▶ _Problem to solve_
Your result should be the lines holding the word "streets", copied from the entries below.

▶ _Collected data entries_
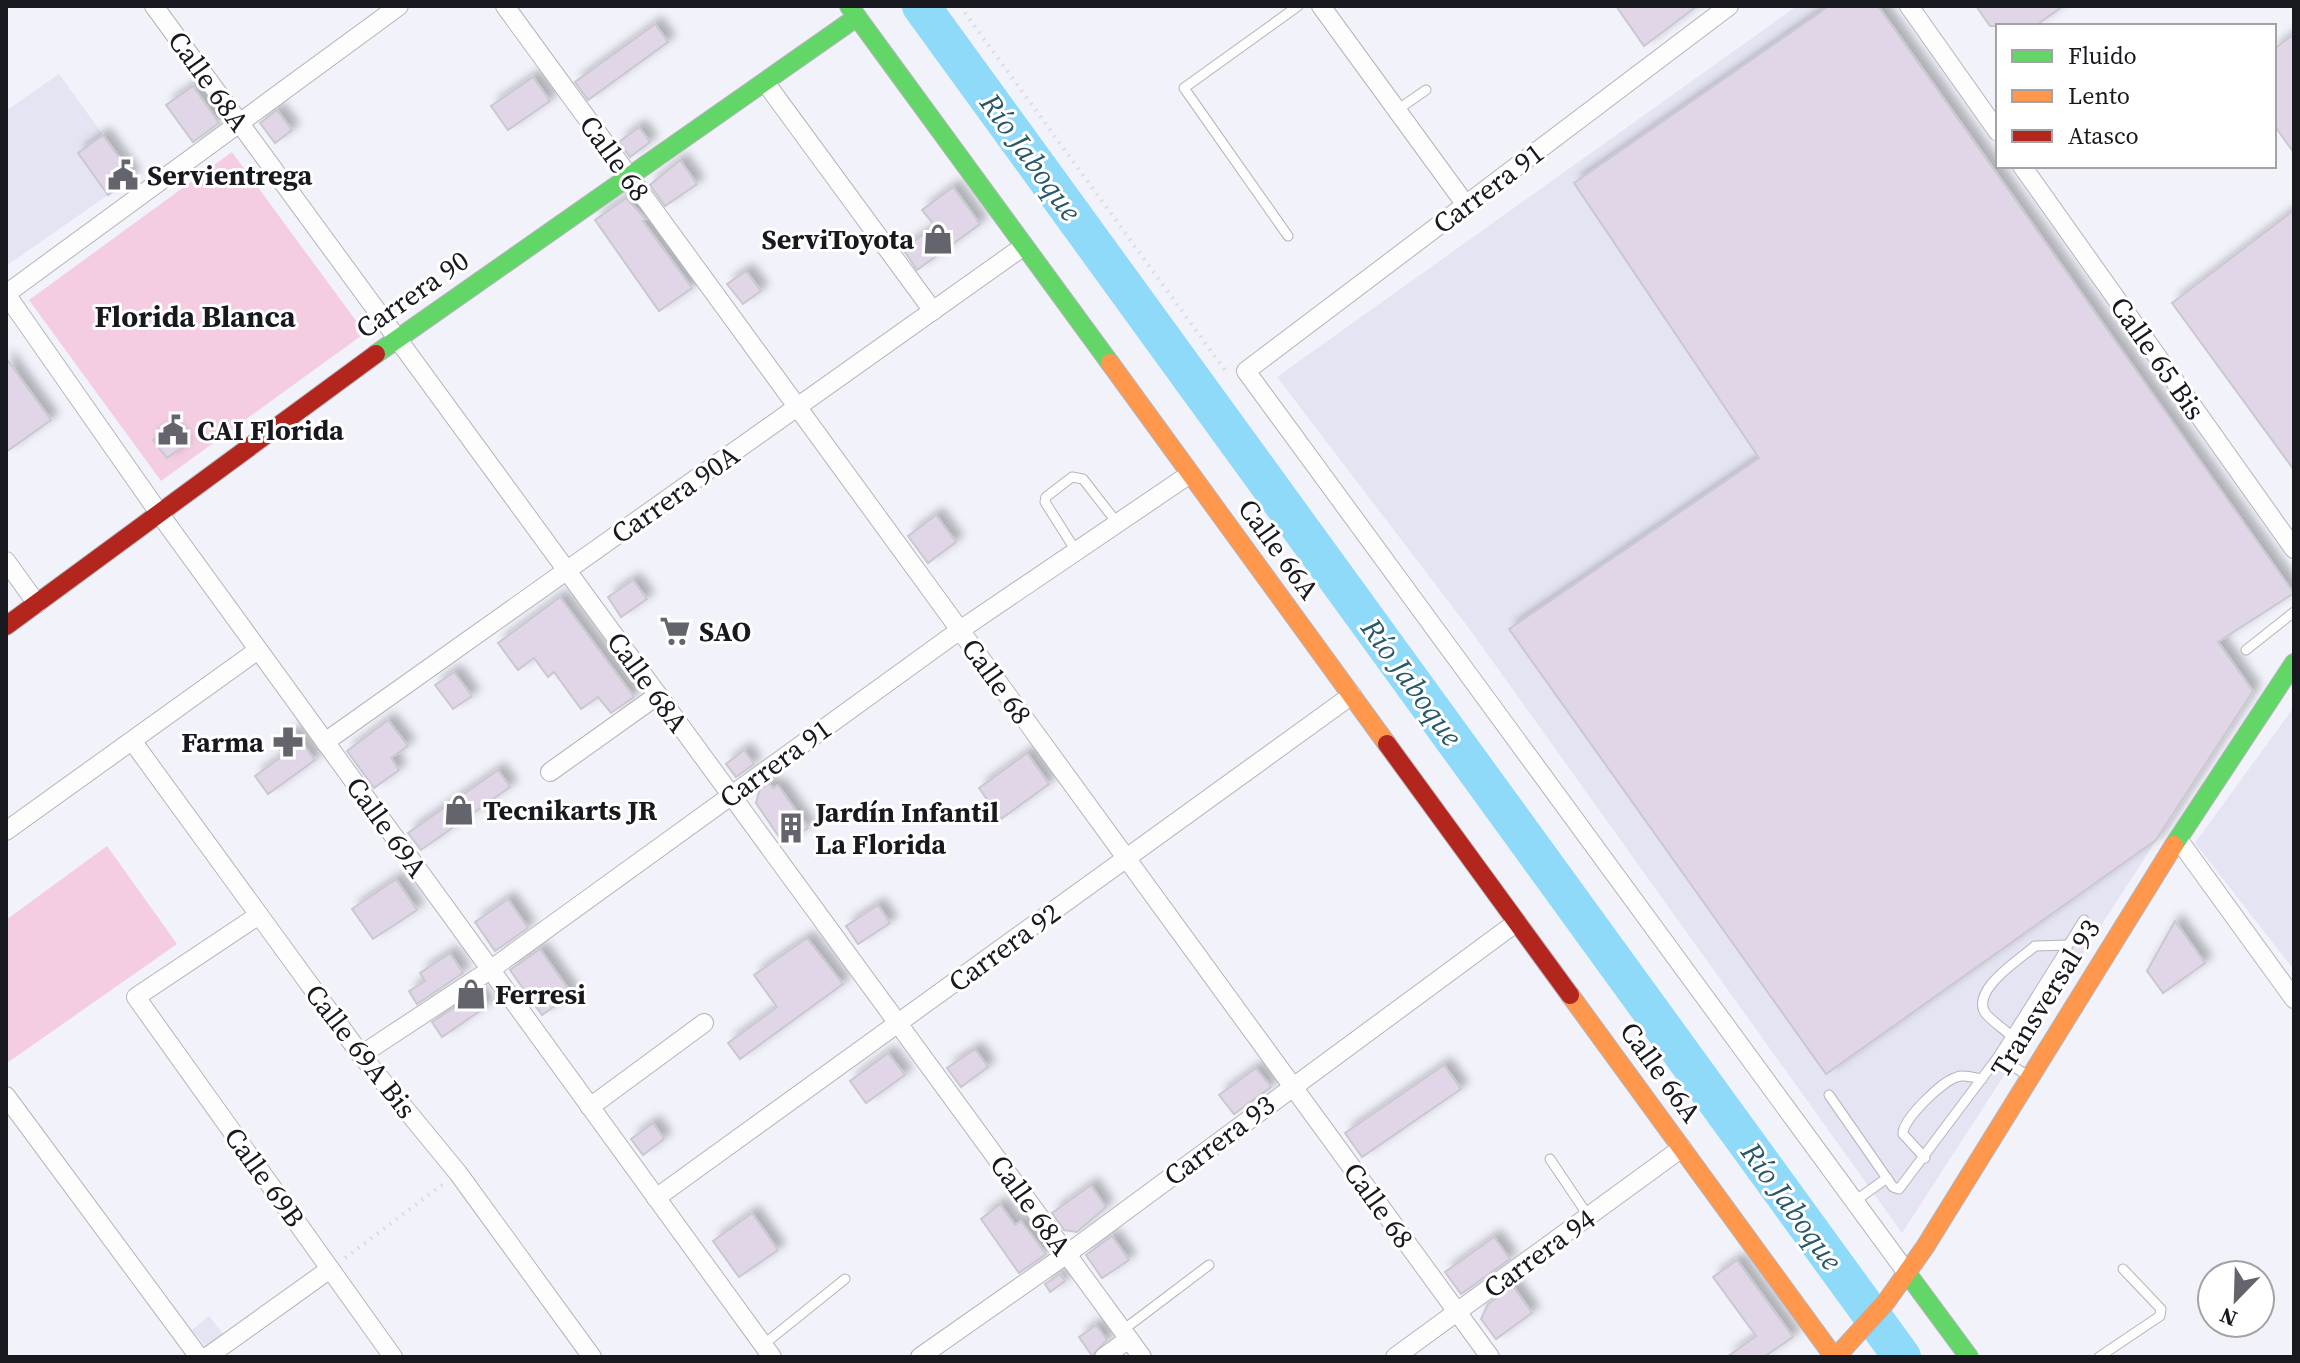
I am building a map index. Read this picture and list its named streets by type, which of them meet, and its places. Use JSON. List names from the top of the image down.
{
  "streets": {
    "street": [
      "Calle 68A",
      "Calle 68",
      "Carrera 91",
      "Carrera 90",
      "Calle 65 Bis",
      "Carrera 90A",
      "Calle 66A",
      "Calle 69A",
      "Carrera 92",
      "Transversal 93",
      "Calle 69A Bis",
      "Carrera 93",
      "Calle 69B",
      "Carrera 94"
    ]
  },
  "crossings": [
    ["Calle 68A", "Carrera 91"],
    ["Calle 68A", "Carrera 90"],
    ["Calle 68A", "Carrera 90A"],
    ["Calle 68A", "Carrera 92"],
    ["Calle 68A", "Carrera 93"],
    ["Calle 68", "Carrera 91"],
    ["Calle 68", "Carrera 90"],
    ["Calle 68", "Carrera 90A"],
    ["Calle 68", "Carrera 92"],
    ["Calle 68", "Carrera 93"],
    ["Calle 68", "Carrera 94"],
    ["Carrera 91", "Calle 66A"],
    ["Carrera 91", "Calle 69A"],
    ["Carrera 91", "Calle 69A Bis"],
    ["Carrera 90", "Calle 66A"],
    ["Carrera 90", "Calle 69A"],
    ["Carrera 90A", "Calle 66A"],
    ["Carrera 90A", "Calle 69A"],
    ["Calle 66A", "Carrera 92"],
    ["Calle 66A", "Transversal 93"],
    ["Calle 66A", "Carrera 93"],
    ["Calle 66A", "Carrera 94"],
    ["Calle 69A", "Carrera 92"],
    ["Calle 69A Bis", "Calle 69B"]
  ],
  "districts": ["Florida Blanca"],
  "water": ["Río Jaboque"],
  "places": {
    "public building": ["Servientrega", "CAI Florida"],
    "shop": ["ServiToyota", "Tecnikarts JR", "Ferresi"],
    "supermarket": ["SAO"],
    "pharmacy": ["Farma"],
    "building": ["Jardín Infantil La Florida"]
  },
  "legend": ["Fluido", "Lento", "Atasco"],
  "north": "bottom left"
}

▶ _Response_
I am building a map index. Read this picture and list its named streets by type, which of them meet, and its places. Use JSON. List names from the top of the image down.
  "streets": {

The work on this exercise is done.